Benji’s emotional state is in constant flux like that, often tuned to the opposite of what everyone else is feeling. Culkin flips from obnoxiously insensitive to hypersensitive empath on a dime, teeter-tottering atop the ambiguity of what’s really going on inside Benji’s head. No diagnosis is labeled per se — he isn’t a rude, crude narcissist like Roman Roy, but he can be a bit much, to the eventual annoyance of their oldest companions, a couple played by Liza Sadovy and Daniel Oreskes (Only Murders in the Building). A few clues imply he was off-kilter even before Grandma’s death may have flipped a switch. That’s doesn’t much help David, who has his own anxiety to medicate, and whatever he’s taking definitely isn’t strong enough to handle imbalances for two.

Thankfully Benji exhibits just enough maturity to doff his anarchic party hat when they arrive at Majdanek, revealed in the film’s cleverest shot. Out front stands the Monument to Struggle and Martyrdom — a massive gate 3½ stories tall and 115 feet long, a horizontal concrete monolith with a core of clay and gypsum. We have an aisle-seat view out the tour-bus window next to David, when suddenly into the clear blue sky peeks something huge and gray like It the Living Colossus. Eisenberg quickly cuts away, leaving us with a brief sense of “WHAT WAS THAT?” before everyone disembarks and he reveals the Monument’s end-to-end enormity. From that point till the end of the Majdanek experience, Benji keeps his fool mouth shut.

It’s a shrewd, humble move on Eisenberg’s part to focus so intently on Culkin at his own expense. Whereas an average self-directing star would keep their film all about ME ME ME, he only allows himself a single monologue, when his bottled-up nebbish finally uncorks. And even then, David only musters up the strength to sound off when Benji isn’t around for rebuttal. David otherwise consigns himself to the straight-man role that struggles to check Benji’s id-bursts. Inevitably there’s confrontation, but not in the standard For Your Oscar Consideration shouting match that solves everything. Grief, adulthood, family memories, and a quick reference to a single incident that neither can bring themselves to address in full — they’re like a two-man roadside attraction called the World’s Biggest Ball of Tangled Issues.

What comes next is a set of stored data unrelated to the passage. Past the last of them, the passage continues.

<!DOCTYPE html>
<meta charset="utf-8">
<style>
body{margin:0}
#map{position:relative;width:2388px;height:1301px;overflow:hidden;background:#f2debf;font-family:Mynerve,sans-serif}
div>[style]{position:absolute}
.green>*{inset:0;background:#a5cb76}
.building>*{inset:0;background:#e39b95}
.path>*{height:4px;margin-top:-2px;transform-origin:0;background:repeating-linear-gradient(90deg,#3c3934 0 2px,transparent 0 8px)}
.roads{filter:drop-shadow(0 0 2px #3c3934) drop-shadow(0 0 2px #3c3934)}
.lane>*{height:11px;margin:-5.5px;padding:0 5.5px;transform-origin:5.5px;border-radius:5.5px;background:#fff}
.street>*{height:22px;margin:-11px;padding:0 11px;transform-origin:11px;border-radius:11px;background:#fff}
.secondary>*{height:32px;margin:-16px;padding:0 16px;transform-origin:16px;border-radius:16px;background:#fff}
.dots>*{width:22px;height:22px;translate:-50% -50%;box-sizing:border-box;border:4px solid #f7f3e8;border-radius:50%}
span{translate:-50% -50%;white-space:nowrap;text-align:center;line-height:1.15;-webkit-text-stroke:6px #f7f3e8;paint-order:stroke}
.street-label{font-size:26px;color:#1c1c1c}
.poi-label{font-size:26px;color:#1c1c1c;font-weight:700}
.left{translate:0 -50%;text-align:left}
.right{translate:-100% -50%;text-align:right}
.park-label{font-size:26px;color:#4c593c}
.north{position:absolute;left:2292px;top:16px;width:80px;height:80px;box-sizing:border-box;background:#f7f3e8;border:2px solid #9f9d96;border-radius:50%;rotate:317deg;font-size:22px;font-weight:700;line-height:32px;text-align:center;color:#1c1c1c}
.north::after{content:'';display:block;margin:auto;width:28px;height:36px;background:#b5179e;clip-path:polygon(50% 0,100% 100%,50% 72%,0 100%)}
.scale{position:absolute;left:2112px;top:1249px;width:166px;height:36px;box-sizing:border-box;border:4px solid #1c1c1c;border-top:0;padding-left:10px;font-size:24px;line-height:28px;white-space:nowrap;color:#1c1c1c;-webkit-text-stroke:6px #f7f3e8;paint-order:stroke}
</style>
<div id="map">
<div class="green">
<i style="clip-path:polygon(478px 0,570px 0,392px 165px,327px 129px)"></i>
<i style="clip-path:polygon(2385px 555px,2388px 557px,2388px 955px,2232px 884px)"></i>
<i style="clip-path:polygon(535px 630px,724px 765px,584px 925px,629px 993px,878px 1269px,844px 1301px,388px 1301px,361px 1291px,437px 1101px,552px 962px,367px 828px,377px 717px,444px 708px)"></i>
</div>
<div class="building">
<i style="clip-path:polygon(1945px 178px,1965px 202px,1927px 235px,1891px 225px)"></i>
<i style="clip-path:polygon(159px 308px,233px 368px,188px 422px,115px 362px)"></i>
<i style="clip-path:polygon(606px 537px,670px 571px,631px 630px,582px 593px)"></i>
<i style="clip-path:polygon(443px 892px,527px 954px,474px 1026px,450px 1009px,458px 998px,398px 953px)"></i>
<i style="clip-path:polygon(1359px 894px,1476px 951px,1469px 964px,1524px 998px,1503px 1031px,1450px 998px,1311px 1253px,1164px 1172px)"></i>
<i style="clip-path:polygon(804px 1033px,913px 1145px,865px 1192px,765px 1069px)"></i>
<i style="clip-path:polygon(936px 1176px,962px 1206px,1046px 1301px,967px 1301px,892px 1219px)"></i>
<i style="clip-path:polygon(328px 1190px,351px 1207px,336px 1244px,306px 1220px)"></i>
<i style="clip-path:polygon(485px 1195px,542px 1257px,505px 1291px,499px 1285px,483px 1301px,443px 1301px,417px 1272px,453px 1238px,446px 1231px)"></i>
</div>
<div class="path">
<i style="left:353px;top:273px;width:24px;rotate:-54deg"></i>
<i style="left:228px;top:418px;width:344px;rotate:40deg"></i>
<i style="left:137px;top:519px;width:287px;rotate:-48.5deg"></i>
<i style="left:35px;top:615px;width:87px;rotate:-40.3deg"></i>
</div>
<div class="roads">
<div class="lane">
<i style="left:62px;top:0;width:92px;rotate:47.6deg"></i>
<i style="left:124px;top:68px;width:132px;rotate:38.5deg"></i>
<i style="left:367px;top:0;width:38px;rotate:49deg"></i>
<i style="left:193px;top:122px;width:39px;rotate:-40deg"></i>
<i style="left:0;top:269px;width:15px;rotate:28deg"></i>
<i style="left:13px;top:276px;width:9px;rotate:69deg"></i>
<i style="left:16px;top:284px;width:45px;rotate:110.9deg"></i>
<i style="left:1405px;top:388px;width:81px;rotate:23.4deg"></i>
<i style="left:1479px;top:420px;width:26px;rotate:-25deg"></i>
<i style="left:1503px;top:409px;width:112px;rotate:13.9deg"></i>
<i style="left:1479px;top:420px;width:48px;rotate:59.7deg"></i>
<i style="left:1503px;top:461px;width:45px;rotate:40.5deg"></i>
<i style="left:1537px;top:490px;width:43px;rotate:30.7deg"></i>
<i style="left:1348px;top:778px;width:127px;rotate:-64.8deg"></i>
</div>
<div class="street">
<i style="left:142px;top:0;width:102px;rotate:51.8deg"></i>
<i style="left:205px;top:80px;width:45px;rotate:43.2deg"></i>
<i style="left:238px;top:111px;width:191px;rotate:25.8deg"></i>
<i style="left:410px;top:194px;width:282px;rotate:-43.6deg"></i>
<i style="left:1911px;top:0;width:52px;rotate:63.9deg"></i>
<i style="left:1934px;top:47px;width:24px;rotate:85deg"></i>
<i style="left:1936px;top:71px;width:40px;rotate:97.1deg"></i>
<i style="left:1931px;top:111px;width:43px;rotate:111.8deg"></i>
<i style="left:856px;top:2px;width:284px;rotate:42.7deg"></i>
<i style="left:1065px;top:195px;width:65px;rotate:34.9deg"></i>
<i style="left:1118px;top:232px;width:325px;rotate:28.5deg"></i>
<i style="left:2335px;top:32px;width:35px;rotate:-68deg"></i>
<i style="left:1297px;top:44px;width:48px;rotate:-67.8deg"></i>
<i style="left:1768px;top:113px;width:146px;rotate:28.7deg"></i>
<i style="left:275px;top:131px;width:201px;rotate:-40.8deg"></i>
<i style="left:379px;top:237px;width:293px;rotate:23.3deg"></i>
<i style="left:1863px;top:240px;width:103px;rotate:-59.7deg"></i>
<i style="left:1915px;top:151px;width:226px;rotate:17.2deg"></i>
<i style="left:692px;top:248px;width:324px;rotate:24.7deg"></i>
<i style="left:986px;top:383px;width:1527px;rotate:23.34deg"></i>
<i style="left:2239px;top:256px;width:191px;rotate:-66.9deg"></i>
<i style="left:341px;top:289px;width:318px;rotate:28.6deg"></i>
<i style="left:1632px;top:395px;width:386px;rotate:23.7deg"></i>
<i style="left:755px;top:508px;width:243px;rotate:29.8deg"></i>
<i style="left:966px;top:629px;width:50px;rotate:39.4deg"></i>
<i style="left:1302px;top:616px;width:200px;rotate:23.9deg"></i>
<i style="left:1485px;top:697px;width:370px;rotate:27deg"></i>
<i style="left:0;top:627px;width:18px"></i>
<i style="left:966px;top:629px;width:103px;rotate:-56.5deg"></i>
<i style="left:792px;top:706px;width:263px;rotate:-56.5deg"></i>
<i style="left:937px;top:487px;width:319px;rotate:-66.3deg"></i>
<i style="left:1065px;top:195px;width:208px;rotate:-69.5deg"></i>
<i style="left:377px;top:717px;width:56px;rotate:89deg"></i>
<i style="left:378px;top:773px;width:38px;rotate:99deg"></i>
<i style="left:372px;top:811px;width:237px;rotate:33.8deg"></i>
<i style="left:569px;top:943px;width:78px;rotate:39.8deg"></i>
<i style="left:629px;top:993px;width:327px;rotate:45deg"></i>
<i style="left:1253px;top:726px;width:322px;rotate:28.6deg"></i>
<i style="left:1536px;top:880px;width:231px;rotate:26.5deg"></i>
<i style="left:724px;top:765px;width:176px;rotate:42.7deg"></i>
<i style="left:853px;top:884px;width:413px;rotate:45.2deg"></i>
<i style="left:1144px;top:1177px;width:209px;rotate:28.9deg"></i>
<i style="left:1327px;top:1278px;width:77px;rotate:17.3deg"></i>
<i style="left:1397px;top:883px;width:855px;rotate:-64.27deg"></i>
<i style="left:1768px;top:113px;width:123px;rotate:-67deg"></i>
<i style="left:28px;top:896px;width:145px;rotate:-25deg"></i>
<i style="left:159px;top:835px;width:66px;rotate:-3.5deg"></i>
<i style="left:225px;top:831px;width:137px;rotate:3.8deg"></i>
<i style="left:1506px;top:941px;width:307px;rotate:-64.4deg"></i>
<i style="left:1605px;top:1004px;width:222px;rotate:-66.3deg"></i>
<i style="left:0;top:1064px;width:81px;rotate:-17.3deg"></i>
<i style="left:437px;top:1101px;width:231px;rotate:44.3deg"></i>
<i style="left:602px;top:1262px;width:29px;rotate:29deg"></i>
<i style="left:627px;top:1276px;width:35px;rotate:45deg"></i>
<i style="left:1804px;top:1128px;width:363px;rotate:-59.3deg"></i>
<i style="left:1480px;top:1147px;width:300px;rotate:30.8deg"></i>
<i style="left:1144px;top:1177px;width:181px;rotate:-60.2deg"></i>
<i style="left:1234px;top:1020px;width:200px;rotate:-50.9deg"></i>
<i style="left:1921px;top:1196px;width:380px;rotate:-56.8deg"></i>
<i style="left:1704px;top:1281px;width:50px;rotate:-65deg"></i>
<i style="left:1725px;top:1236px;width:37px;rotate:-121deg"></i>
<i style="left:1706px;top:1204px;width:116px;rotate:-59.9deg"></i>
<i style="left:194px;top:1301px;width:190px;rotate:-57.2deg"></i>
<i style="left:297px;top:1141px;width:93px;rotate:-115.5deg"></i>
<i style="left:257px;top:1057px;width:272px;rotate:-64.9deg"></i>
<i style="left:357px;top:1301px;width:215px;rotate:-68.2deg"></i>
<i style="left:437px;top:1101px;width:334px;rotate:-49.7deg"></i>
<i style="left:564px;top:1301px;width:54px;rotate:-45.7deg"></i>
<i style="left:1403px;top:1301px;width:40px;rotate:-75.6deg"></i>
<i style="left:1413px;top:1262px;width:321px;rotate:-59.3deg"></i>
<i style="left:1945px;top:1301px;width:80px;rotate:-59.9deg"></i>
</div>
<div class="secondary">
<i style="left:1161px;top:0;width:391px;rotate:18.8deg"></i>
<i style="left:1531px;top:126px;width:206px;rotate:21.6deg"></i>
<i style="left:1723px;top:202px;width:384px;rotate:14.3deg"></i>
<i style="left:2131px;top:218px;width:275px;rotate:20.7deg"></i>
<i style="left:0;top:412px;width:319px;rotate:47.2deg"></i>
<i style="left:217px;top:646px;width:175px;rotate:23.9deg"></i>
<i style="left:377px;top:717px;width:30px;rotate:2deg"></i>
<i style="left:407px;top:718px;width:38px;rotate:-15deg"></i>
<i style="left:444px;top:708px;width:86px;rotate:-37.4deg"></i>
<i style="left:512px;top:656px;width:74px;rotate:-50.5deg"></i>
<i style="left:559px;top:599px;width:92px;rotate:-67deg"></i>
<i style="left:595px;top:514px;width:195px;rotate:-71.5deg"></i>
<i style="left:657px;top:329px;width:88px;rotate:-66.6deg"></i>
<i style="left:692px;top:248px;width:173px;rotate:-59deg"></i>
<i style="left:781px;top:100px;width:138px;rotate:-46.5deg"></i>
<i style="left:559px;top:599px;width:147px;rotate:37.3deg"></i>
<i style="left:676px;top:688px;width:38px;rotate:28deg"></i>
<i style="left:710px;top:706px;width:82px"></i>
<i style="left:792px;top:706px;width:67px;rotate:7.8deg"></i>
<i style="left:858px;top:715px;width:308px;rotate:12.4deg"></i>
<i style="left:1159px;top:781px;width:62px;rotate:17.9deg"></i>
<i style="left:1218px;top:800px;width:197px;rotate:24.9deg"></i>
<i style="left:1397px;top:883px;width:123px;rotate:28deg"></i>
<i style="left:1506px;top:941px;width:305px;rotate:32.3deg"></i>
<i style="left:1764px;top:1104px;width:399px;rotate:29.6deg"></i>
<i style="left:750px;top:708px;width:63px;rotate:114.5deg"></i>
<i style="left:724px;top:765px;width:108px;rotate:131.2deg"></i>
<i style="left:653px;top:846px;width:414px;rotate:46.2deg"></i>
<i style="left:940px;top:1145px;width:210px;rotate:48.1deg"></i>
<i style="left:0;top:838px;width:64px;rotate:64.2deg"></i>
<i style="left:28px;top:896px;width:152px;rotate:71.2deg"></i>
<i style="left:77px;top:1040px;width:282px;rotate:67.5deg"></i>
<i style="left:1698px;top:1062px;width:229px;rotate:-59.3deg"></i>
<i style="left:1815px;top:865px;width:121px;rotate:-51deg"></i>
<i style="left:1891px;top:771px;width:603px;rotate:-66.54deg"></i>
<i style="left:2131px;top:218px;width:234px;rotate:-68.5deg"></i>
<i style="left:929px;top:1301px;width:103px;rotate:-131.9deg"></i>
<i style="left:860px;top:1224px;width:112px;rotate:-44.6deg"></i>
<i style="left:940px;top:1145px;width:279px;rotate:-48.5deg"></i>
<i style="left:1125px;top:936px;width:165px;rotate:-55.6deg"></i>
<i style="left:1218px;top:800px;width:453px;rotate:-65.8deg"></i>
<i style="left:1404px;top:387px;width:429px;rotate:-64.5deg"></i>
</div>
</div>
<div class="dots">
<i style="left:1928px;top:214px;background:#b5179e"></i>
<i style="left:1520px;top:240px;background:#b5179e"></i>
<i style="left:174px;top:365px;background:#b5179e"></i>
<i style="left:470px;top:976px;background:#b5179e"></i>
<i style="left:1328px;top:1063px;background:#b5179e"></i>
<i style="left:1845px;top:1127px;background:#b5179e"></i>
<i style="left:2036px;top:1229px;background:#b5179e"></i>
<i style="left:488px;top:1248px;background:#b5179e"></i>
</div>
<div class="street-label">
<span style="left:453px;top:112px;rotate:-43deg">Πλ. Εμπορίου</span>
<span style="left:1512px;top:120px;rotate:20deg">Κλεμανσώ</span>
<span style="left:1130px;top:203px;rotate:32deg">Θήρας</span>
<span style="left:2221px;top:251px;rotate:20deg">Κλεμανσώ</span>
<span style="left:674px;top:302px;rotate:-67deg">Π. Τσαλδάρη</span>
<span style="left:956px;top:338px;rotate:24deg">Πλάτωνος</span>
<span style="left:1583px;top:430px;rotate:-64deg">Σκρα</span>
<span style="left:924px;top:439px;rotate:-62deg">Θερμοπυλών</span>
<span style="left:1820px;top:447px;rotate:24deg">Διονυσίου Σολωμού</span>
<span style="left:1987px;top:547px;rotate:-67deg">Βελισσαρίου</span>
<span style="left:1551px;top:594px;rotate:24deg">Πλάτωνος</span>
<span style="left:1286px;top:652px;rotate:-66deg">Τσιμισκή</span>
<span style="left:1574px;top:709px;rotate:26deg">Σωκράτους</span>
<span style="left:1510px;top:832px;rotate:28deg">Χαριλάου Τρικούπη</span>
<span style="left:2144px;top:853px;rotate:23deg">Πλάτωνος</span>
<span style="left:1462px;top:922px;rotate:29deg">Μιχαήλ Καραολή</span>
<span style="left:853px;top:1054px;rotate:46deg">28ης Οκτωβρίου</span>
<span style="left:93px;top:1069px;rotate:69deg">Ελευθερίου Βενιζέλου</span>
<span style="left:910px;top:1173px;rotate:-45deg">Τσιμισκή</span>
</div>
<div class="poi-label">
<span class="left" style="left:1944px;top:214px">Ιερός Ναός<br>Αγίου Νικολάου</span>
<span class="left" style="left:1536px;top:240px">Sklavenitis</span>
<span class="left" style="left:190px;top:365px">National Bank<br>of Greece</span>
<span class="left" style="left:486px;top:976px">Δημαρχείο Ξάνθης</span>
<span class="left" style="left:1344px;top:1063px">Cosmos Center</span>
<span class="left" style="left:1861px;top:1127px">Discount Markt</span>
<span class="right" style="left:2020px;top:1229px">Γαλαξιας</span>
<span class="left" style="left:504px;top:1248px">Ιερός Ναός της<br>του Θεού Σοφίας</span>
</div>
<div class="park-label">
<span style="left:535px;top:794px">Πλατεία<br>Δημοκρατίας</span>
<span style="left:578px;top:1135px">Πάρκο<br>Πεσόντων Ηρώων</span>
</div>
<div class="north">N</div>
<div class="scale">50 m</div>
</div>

“Two characters work out their feels on vacation” is hardly a new film sub-subgenre, but through A Real Pain Eisenberg channels Culkin’s strengths into a modern approach to it, in that the search for answers doesn’t arrive at easy solutions, or even a codified compromise between the two. David feels he ought to “figure out” his cousin’s deal, but even Benji couldn’t really verbalize that. Mouthing off at light speed seems his natural mood, but sometimes he just likes hanging out quietly in airports — people-watching, soaking in the ambiance, sitting with his free-floating empathy as a substitute for direct human connection. Eisenberg, in turn, perhaps challenges himself with the tougher role after all, given his penchant for playing know-it-all chatterboxes. David has to learn to concentrate, to hear over the sound of his own neuroses. Unlike that memorable deposition tell-off in The Social Network, Culkin has his full attention. Ultimately, Benji commands ours as well.

Meanwhile in the customary MCC film breakdowns:

Hey, look, it’s that one actor!: The tour group also includes Jennifer Grey, the Dirty Dancing queen herself, as a more mature woman whose drama is a long list she selectively discusses, but who’s surprisingly patient with Benji’s ways; and Kurt Egyiawan (House of the Dragon, Fox’s Exorcist series) as a Rwandan survivor who’s witnessed genocide firsthand, escaped to tell the tale, and converted to Judaism late in life. Meanwhile back home, Ellora Torchia (Midsommar, House of the Dragon) has a tiny role as Eisenberg’s Concerned Wife.

How about those end credits? No, there’s no scene after A Real Pain‘s end credits, but the lengthy list of its largely Polish crew includes 14 VFX artists, four stunt credits (including one stand-in for Eisenberg, possibly for one scene involving a slap), and confirmation of co-financing by the City of Warsaw, thus validating how I was just saying this nicely multitasks as a Chamber of Commerce tourism invitation.